_DATA FOR THIS TASK_:
□ □ □ □
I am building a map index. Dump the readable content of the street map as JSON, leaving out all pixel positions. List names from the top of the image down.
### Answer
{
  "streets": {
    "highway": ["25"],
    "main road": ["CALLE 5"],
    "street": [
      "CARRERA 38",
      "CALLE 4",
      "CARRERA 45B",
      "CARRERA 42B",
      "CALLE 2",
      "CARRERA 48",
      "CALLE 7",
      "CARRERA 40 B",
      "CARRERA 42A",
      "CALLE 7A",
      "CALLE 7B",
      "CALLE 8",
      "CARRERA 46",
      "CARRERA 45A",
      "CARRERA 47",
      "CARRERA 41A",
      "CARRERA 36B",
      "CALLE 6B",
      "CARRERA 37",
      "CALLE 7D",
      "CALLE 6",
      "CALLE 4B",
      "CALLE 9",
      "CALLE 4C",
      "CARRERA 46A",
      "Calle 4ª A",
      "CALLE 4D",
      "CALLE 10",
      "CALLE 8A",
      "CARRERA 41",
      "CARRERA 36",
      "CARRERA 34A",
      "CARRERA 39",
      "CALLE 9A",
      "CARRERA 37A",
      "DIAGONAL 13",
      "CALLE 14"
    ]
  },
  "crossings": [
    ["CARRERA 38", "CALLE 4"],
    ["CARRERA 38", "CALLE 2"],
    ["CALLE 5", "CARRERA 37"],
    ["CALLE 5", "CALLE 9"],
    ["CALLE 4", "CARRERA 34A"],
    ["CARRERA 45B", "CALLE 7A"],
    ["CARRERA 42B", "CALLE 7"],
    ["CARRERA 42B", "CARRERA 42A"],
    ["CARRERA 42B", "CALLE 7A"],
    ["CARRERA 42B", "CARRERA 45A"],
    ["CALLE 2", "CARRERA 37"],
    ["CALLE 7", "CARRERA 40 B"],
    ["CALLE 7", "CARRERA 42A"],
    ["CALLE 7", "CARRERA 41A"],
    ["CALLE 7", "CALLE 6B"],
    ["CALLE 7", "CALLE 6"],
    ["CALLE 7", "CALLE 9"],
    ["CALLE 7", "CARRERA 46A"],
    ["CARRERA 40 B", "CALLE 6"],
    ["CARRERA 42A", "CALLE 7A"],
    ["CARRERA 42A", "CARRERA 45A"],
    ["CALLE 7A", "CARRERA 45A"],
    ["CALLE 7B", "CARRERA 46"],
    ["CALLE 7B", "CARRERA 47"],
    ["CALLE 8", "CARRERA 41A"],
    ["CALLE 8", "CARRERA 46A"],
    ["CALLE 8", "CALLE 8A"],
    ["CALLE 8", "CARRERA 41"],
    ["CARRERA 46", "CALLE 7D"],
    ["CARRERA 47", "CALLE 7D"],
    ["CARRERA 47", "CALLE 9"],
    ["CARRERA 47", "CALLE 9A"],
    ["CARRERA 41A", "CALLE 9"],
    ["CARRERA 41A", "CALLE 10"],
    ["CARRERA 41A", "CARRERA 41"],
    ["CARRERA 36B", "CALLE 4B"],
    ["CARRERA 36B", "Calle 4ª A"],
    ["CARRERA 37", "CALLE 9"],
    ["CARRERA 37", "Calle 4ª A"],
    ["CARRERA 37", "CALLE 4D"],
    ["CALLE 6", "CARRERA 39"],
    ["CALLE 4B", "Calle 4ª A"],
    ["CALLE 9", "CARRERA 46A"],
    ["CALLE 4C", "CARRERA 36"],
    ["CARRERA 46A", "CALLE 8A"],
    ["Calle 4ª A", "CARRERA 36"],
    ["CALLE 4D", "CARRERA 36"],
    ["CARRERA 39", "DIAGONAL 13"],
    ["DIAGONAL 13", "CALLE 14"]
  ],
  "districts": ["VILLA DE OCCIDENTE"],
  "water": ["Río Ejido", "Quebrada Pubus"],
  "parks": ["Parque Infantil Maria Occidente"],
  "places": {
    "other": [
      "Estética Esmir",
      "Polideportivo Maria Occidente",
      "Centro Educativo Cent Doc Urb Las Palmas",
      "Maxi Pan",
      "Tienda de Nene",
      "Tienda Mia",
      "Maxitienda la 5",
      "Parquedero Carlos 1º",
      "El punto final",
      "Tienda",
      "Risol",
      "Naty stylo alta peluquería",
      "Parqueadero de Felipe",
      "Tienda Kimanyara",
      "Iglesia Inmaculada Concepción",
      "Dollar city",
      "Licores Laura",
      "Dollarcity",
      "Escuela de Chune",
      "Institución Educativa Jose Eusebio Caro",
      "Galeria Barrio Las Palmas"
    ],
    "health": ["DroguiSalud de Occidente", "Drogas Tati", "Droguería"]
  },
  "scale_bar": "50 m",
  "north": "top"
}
□ □ □ □
_WHAT IS EXPECTED_:
Work out how many lines of the entries hold the word "Palmas", and write only that figure.

_RESPONSE TO THE TASK_:
2